El bar de Catalina ocupaba una choza de unos treinta metros cuadrados. Al fondo estaba la barra, frente a ella unos hombres echándose tragos y hablando de sus asuntos. En el centro colgaba una hamaca de yute, ocupada por un tipo de cabellera cana que dormía a pierna suelta. A un costado y, con expresión de infinita paciencia, una mujer y un hombre esperaban sin otra ocupación que mantener el vaivén de las sillas mecedoras. La mujer sostenía un costal en su regazo. De él asomaban las cabezas de dos cerdos muy pequeños. El hombre apoyaba los pies en una jaula de alambre, desde donde un gallo de ojos iracundos miraba con odio a los cerditos.

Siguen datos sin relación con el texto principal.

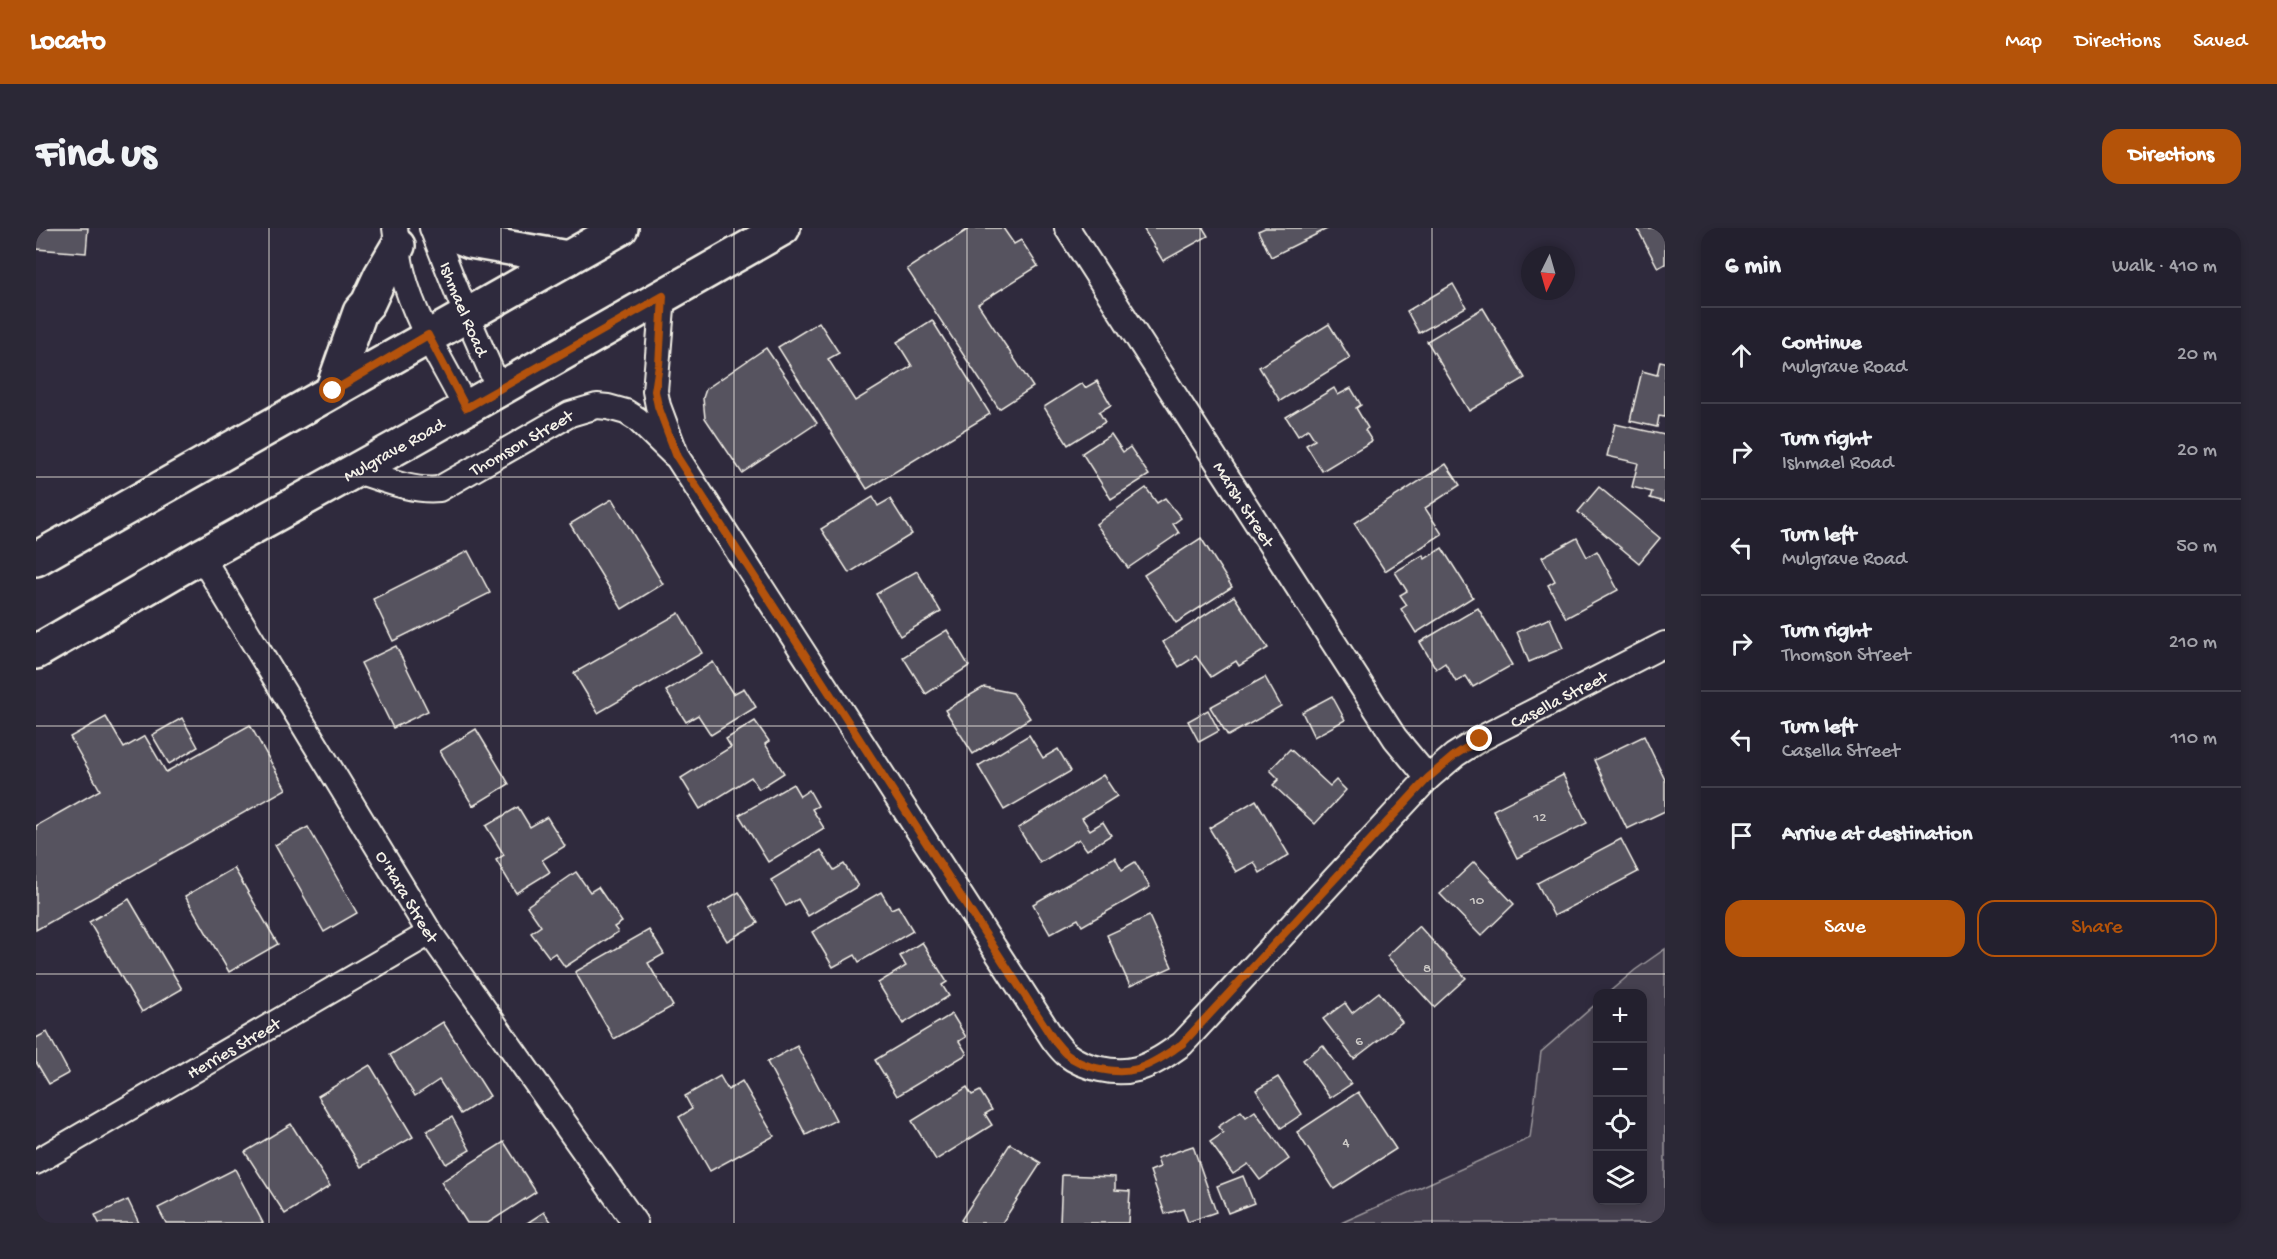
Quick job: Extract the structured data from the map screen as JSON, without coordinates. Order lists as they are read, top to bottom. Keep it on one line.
{"streets":{"main road":["Mulgrave Road"],"street":["Ishmael Road","Thomson Street","Marsh Street","Casella Street","O'Hara Street","Herries Street"]},"crossings":[["Ishmael Road","Mulgrave Road"],["Thomson Street","Mulgrave Road"],["Thomson Street","Casella Street"],["Mulgrave Road","O'Hara Street"],["Marsh Street","Casella Street"],["O'Hara Street","Herries Street"]],"house_numbers":["12","10","8","6","4"],"north":"bottom","page":{"header":"Locato","nav":["Map","Directions","Saved"],"buttons":["Directions",["Save","Share"]],"title":"Find us","heading":["6 min","Walk · 410 m"],"list":[["Continue","Mulgrave Road","20 m"],["Turn right","Ishmael Road","20 m"],["Turn left","Mulgrave Road","50 m"],["Turn right","Thomson Street","210 m"],["Turn left","Casella Street","110 m"],"Arrive at destination"],"map_buttons":["+","−"]}}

– Busco al capitán Palacios -dije a la mujer que atendía. -Ahí lo tienes, papacito -me contestó señalando al ocupante de la hamaca. -¿Puede despertarlo? -Depende de para qué. Se pone bravo cuando lo despiertan sin motivos. -Tengo que volar al Coca…

No alcancé a decir más. La mujer de los cerditos se incorporó como impulsada por un resorte y empezo a remecer la hamaca.

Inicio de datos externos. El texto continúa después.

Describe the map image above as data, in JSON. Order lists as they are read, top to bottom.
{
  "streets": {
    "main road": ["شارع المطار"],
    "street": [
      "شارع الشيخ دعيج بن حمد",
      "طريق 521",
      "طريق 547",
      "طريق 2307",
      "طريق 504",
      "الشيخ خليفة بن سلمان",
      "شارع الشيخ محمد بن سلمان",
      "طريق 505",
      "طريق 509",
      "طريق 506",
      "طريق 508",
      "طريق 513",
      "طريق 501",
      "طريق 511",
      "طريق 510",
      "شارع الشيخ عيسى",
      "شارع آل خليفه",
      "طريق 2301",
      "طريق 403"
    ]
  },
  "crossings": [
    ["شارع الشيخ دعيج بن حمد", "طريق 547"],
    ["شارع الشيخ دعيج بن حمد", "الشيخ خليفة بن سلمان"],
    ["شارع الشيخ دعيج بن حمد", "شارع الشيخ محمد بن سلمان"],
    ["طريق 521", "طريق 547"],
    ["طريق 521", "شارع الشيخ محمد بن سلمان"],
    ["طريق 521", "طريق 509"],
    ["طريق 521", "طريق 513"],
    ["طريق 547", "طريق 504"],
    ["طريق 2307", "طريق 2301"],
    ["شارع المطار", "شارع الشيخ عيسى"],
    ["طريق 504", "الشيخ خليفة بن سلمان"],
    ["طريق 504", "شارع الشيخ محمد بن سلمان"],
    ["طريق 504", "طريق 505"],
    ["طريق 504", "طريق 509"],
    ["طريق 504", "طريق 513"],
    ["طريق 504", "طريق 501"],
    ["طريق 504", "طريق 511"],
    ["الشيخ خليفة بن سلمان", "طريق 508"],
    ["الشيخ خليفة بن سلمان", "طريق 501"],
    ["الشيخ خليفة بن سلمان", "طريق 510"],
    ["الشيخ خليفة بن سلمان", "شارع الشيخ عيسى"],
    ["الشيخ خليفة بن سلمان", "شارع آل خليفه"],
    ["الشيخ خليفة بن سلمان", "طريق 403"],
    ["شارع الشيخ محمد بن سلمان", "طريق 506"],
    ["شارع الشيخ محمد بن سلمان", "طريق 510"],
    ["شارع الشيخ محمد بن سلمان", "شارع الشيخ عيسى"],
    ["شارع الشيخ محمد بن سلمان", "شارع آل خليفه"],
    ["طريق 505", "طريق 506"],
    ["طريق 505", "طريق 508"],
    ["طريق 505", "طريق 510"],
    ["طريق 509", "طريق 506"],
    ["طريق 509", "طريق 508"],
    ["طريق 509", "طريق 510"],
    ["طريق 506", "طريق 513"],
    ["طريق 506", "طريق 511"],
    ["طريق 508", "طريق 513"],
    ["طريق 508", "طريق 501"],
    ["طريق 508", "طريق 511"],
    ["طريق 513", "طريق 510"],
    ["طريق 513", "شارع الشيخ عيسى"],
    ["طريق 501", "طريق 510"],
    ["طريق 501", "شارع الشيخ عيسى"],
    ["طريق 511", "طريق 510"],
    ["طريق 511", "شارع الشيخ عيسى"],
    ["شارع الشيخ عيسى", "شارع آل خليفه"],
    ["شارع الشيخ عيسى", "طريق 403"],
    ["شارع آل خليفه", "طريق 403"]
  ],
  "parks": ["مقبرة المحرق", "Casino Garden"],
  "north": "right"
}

– ¿Qué pasa, carajo? -masculló el recién despertado.

– Que tiene otro pasajero. Ya completó el cupo. Ahorita podemos volar -dijo la mujer sin dejar de remecer la hamaca.

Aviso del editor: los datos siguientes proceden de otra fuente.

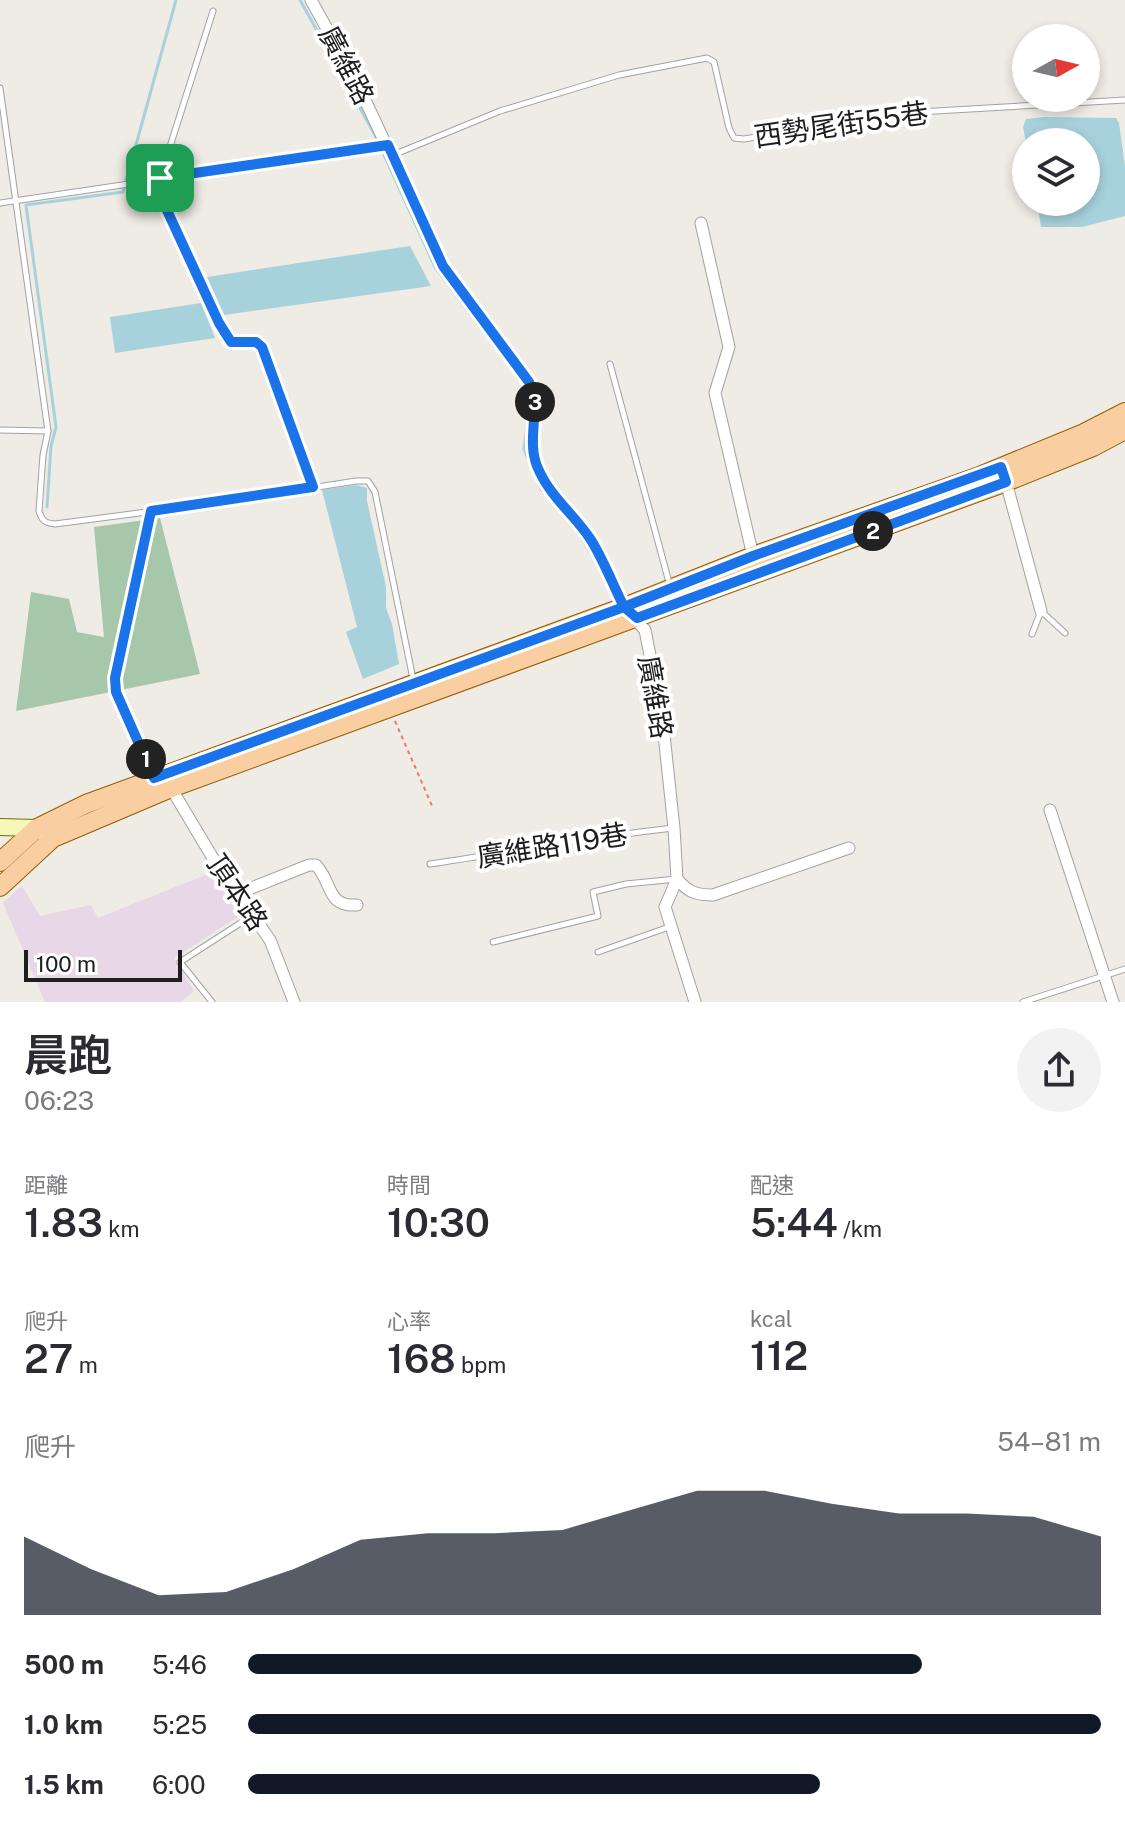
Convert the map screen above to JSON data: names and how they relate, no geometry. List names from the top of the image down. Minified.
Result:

El capitán Palacios se desperezó, se frotó los ojos, bostezó y finalmente bajó de la hamaca. No medía más de un metro sesenta y vestía un desteñido mameluco de piloto, de ésos llenos de cremalleras.

– ¿Cómo está el tiempo? -consultó sin dirigirse a nadie en particular.

– Como la mierda -respondió un tipo de la barra.

– Podía estar peor. Volamos entonces -replicó Palacios.

Salió del bar con paso seguro. La mujer de los cerditos, el hombre del gallo y yo lo seguimos. En el aeropuerto, el mulato que antes me mandara al bar seguía ocupado con las piezas metálicas y con el fútbol.

– Socio, cobre -ordenó Palacios apenas entramos.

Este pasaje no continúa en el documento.